* **ASSIGNED TASK**
The lines that make up this material should each be returned exactly.

* **RECORDS TO USE**
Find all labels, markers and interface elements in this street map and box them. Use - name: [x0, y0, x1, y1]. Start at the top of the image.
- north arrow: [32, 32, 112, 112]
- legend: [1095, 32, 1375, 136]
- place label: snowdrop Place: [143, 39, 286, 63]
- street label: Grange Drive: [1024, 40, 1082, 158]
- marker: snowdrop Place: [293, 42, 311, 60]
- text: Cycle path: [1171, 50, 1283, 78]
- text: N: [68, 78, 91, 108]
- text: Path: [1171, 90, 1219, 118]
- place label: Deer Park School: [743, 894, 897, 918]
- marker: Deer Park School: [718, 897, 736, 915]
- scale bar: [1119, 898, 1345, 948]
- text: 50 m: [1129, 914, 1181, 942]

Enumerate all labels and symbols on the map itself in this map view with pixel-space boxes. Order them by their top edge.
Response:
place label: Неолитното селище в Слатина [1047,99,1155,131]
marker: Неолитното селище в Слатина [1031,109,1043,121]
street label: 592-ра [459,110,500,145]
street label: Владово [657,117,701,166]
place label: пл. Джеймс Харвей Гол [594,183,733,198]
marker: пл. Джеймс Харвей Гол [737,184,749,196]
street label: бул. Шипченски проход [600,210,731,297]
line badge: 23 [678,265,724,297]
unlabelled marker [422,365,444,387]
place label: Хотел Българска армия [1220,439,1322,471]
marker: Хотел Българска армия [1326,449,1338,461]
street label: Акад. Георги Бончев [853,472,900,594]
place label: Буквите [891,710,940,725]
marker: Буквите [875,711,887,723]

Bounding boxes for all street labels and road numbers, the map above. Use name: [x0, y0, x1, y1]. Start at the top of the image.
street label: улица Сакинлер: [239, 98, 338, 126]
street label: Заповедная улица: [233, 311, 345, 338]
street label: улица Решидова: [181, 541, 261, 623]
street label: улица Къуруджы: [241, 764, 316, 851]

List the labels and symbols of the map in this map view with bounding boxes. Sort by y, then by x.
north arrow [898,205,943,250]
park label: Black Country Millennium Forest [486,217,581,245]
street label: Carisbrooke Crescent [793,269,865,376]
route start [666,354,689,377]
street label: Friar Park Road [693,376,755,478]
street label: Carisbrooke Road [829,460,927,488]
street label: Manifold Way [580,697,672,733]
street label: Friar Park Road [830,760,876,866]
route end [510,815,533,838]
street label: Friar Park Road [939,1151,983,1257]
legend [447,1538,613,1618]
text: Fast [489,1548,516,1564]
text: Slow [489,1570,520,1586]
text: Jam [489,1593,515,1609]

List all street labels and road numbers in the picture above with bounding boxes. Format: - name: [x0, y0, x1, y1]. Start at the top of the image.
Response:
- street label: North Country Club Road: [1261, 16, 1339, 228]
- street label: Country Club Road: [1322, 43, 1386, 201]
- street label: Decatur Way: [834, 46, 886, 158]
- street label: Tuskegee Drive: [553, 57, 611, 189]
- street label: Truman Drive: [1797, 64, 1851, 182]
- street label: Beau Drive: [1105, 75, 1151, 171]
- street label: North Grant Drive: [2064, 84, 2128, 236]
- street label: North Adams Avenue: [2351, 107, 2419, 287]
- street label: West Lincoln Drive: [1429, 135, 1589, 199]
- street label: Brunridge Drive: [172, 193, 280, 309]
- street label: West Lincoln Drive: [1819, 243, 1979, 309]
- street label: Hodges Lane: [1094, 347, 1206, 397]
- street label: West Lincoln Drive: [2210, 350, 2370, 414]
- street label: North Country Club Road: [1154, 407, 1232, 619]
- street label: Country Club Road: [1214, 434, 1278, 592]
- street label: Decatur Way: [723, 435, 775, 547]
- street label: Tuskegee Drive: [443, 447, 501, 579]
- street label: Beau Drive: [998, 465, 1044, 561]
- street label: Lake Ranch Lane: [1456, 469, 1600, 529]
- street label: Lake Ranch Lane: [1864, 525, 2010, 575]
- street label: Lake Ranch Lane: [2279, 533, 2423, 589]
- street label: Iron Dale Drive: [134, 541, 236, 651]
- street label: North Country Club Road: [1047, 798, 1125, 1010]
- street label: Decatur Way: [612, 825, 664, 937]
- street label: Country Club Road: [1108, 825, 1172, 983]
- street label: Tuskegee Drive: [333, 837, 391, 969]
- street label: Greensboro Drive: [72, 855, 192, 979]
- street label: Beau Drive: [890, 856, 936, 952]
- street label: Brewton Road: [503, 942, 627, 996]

* **EXERCISE ANSWER**
Find all labels, markers and interface elements in this street map and box them. Use - name: [x0, y0, x1, y1]. Start at the top of the image.
- north arrow: [32, 32, 112, 112]
- legend: [1095, 32, 1375, 136]
- place label: snowdrop Place: [143, 39, 286, 63]
- street label: Grange Drive: [1024, 40, 1082, 158]
- marker: snowdrop Place: [293, 42, 311, 60]
- text: Cycle path: [1171, 50, 1283, 78]
- text: N: [68, 78, 91, 108]
- text: Path: [1171, 90, 1219, 118]
- place label: Deer Park School: [743, 894, 897, 918]
- marker: Deer Park School: [718, 897, 736, 915]
- scale bar: [1119, 898, 1345, 948]
- text: 50 m: [1129, 914, 1181, 942]

Enumerate all labels and symbols on the map itself in this map view with pixel-space boxes. Order them by their top edge.
Response:
place label: Неолитното селище в Слатина [1047,99,1155,131]
marker: Неолитното селище в Слатина [1031,109,1043,121]
street label: 592-ра [459,110,500,145]
street label: Владово [657,117,701,166]
place label: пл. Джеймс Харвей Гол [594,183,733,198]
marker: пл. Джеймс Харвей Гол [737,184,749,196]
street label: бул. Шипченски проход [600,210,731,297]
line badge: 23 [678,265,724,297]
unlabelled marker [422,365,444,387]
place label: Хотел Българска армия [1220,439,1322,471]
marker: Хотел Българска армия [1326,449,1338,461]
street label: Акад. Георги Бончев [853,472,900,594]
place label: Буквите [891,710,940,725]
marker: Буквите [875,711,887,723]

Bounding boxes for all street labels and road numbers, the map above. Use name: [x0, y0, x1, y1]. Start at the top of the image.
street label: улица Сакинлер: [239, 98, 338, 126]
street label: Заповедная улица: [233, 311, 345, 338]
street label: улица Решидова: [181, 541, 261, 623]
street label: улица Къуруджы: [241, 764, 316, 851]

List the labels and symbols of the map in this map view with bounding boxes. Sort by y, then by x.
north arrow [898,205,943,250]
park label: Black Country Millennium Forest [486,217,581,245]
street label: Carisbrooke Crescent [793,269,865,376]
route start [666,354,689,377]
street label: Friar Park Road [693,376,755,478]
street label: Carisbrooke Road [829,460,927,488]
street label: Manifold Way [580,697,672,733]
street label: Friar Park Road [830,760,876,866]
route end [510,815,533,838]
street label: Friar Park Road [939,1151,983,1257]
legend [447,1538,613,1618]
text: Fast [489,1548,516,1564]
text: Slow [489,1570,520,1586]
text: Jam [489,1593,515,1609]

List all street labels and road numbers in the picture above with bounding boxes. Format: - name: [x0, y0, x1, y1]. Start at the top of the image.
Response:
- street label: North Country Club Road: [1261, 16, 1339, 228]
- street label: Country Club Road: [1322, 43, 1386, 201]
- street label: Decatur Way: [834, 46, 886, 158]
- street label: Tuskegee Drive: [553, 57, 611, 189]
- street label: Truman Drive: [1797, 64, 1851, 182]
- street label: Beau Drive: [1105, 75, 1151, 171]
- street label: North Grant Drive: [2064, 84, 2128, 236]
- street label: North Adams Avenue: [2351, 107, 2419, 287]
- street label: West Lincoln Drive: [1429, 135, 1589, 199]
- street label: Brunridge Drive: [172, 193, 280, 309]
- street label: West Lincoln Drive: [1819, 243, 1979, 309]
- street label: Hodges Lane: [1094, 347, 1206, 397]
- street label: West Lincoln Drive: [2210, 350, 2370, 414]
- street label: North Country Club Road: [1154, 407, 1232, 619]
- street label: Country Club Road: [1214, 434, 1278, 592]
- street label: Decatur Way: [723, 435, 775, 547]
- street label: Tuskegee Drive: [443, 447, 501, 579]
- street label: Beau Drive: [998, 465, 1044, 561]
- street label: Lake Ranch Lane: [1456, 469, 1600, 529]
- street label: Lake Ranch Lane: [1864, 525, 2010, 575]
- street label: Lake Ranch Lane: [2279, 533, 2423, 589]
- street label: Iron Dale Drive: [134, 541, 236, 651]
- street label: North Country Club Road: [1047, 798, 1125, 1010]
- street label: Decatur Way: [612, 825, 664, 937]
- street label: Country Club Road: [1108, 825, 1172, 983]
- street label: Tuskegee Drive: [333, 837, 391, 969]
- street label: Greensboro Drive: [72, 855, 192, 979]
- street label: Beau Drive: [890, 856, 936, 952]
- street label: Brewton Road: [503, 942, 627, 996]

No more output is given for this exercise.